In 2012, I was approached by a large international IT company to get a stalled project team back on track. It was a classic scenario of the difficult handover of a project between 2 teams, one based in Paris and the other based in Delft.

The Delft team recently took ownership of the software application developed by their colleagues in Paris. Now, they have to keep it running, and that is where our adventure begins.


The perfect scenario for a catastrophic project handover

The cooperation between the two teams was not going well. When we came into contact, there were monthly meetings between the project managers of both organisations to align and it was not going well.

I quickly understood what I was facing:

  • No personal contact
  • Cultural mismatch
  • No kick-off
  • Unclear goals, expectations and directions

I know from experience that in multi-site projects it is very important that people see each other regularly, or at least have met each other in person once. This ensures that mutual trust grows quickly. It may sound strange, but having seen each other once makes a huge difference.


The conversation with the program director

When we sat down with John, the program director at the time, to analyse the situation, I asked him how often the team members had met and what results he had achieved during the kick-off of the project.

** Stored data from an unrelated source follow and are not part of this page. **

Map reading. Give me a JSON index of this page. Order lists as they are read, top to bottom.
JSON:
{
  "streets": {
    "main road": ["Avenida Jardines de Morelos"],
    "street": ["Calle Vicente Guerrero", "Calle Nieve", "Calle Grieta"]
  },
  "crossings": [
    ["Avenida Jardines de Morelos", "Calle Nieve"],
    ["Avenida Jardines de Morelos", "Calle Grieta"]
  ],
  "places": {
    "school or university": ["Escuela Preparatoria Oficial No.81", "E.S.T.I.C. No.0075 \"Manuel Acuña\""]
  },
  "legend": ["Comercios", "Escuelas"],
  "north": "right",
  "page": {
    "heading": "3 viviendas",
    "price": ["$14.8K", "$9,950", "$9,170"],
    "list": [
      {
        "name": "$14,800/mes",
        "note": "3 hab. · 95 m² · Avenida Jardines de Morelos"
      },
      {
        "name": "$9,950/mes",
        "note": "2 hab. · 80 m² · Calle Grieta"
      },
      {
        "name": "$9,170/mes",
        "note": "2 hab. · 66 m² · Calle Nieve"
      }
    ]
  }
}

I was shocked when he said

“Kick-off? They know what to do, don’t they!”

I found that really shocking. The people in the project had never met each other. How could they build trust between each other without ever having seen each other? All communication within the team was by e-mail; meetings were held remotely using the internal meeting system.

According to John, the project was very simple: the software had to be transferred to the Delft environment and the French team had to provide all the support needed to make this process as smooth and fast as possible.

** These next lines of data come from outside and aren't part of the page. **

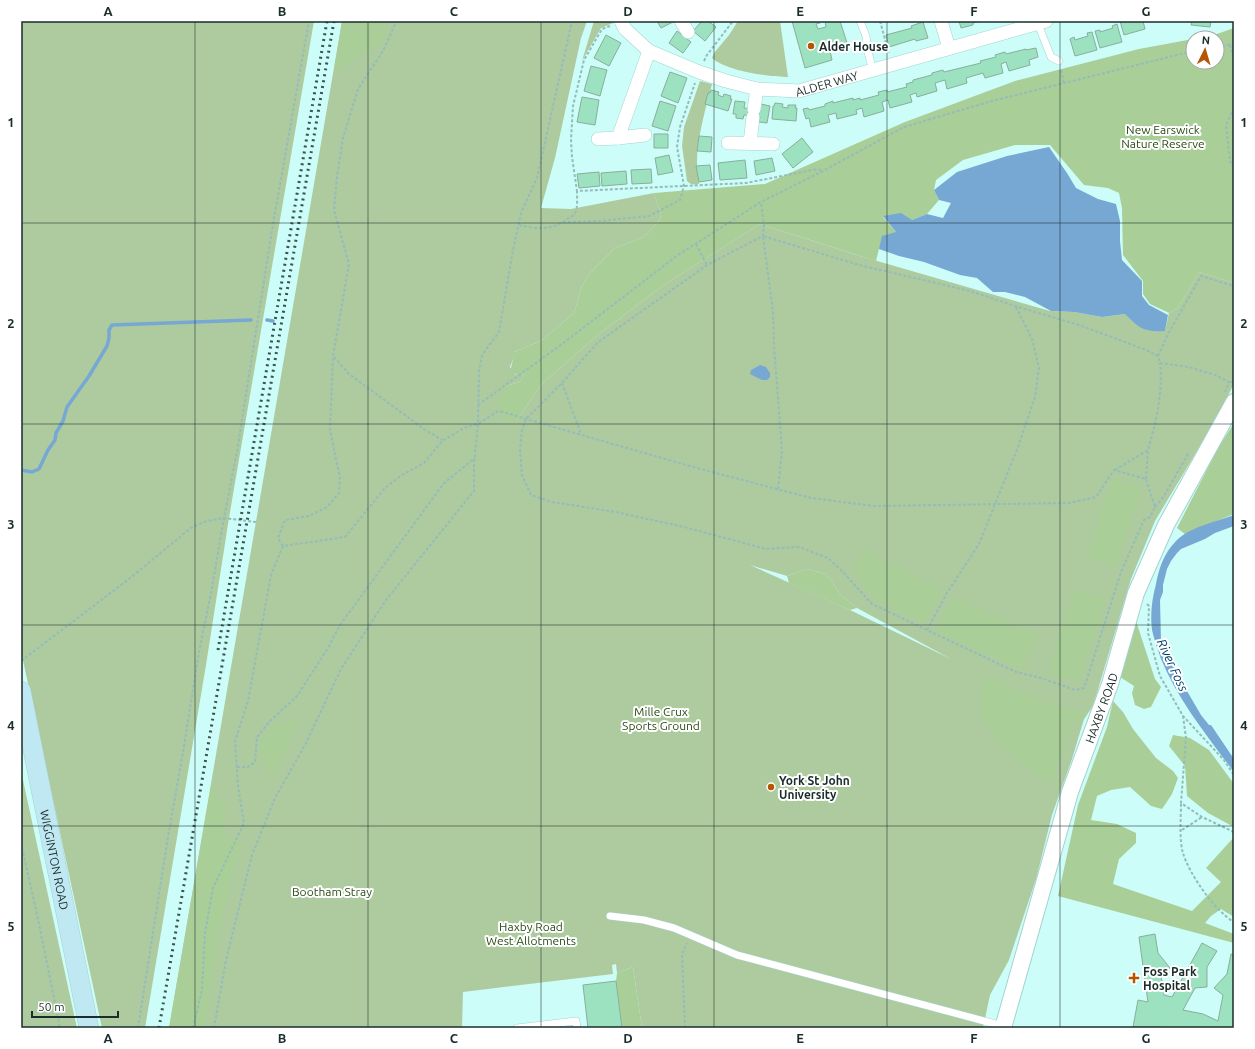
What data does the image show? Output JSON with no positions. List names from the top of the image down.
{
  "streets": {
    "main road": ["WIGGINTON ROAD"],
    "street": ["ALDER WAY", "HAXBY ROAD"]
  },
  "water": ["River Foss"],
  "parks": [
    "New Earswick Nature Reserve",
    "Mille Crux Sports Ground",
    "Bootham Stray",
    "Haxby Road West Allotments"
  ],
  "places": {
    "other": ["Alder House", "York St John University"],
    "health": ["Foss Park Hospital"]
  },
  "scale_bar": "50 m",
  "north": "top",
  "grid": {
    "columns": [
      "A",
      "B",
      "C",
      "D",
      "E",
      "F",
      "G"
    ],
    "rows": [
      "1",
      "2",
      "3",
      "4",
      "5"
    ]
  }
}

The Similarities between Project Handover and Child Adoption

When I heard John’s story, I was reminded of adoptive parents who had to give up their child.

The French team had put their heart and soul into creating a software product. They were the parents of this product. And now, from one day to the next, they had to give up their ‘child’ to someone else. And they had never seen that person before!

When I described this to John, he immediately understood what I was getting at.

“What would you want to know if you had to give your child up to adoptive parents?”

John replied that he would want to know who the adoptive parents were and whether he could trust them. Now he saw the importance of a kick-off where the team members would meet.


Do in person meetings still bring value for project handover in the zoom meeting era? 

The first question I asked myself was: why was there no kick-off? The answer that I find at least satisfactory is that the search for contact was a kind of grey spot for the program director. After all, not everyone seeks contact by nature. Of all the people I have worked with in the last 10 years, only about 40% are naturally looking for contact.


The two types of people when it comes to making contact

In my opinion, there are roughly two types of people when it comes to making contact – there are of course more, but for this case I will distinguish two – namely the Writer and the Stand-up Comedian.


The Writer

Writers are the ones who make contact when they know what they are talking about. If they feel that they have too little knowledge, they will first look for the missing information before talking to anyone about it.

If they are talking to someone and don’t think they have the right information, they get uncomfortable, as it feels like failure to not know something. On top of that, it makes them feel exposed to rejection. That is why they first look for the (right) information before they contact others.


The stand-up comedian

Stand-up comedians, on the other hand, seek contact with others in order to find out something. They don’t fear rejection or embarrassment, they just for the fastest path to find the information they miss.

When I was working abroad recently, my phone didn’t work properly. I immediately called the helpdesk of my provider to explain the problem. The answer I got from the customer service representative was an epic: “But sir, you could have just found this information on our website!. “I know that,” I responded, “but this is much faster for me.” That shows that I may be more of a stand-up comedian type of person.

The essence of this is that the Writer is quite often much more sensitive to failure and rejection than the Stand-up comedian is.

The magical trust building power of physical presence

We invited both teams to a meeting in Delft. As it is customary in French culture, we provided a good lunch and dinner.

Between meals, we did what should have been done during the kick-off, which was to give the team members the opportunity to get to know each other and talk about the common goal of both teams.

We did not have to do much more than that. Because the team members had seen each other, the threshold for picking up the phone the next time was a lot lower.

From that moment on, the cooperation between the teams went much better. The French now knew that they could trust the adoptive parents and that their ‘child’ was in good hands.

The team members got to know each other a little better that day, which gave them a better understanding of each other and improved cooperation considerably.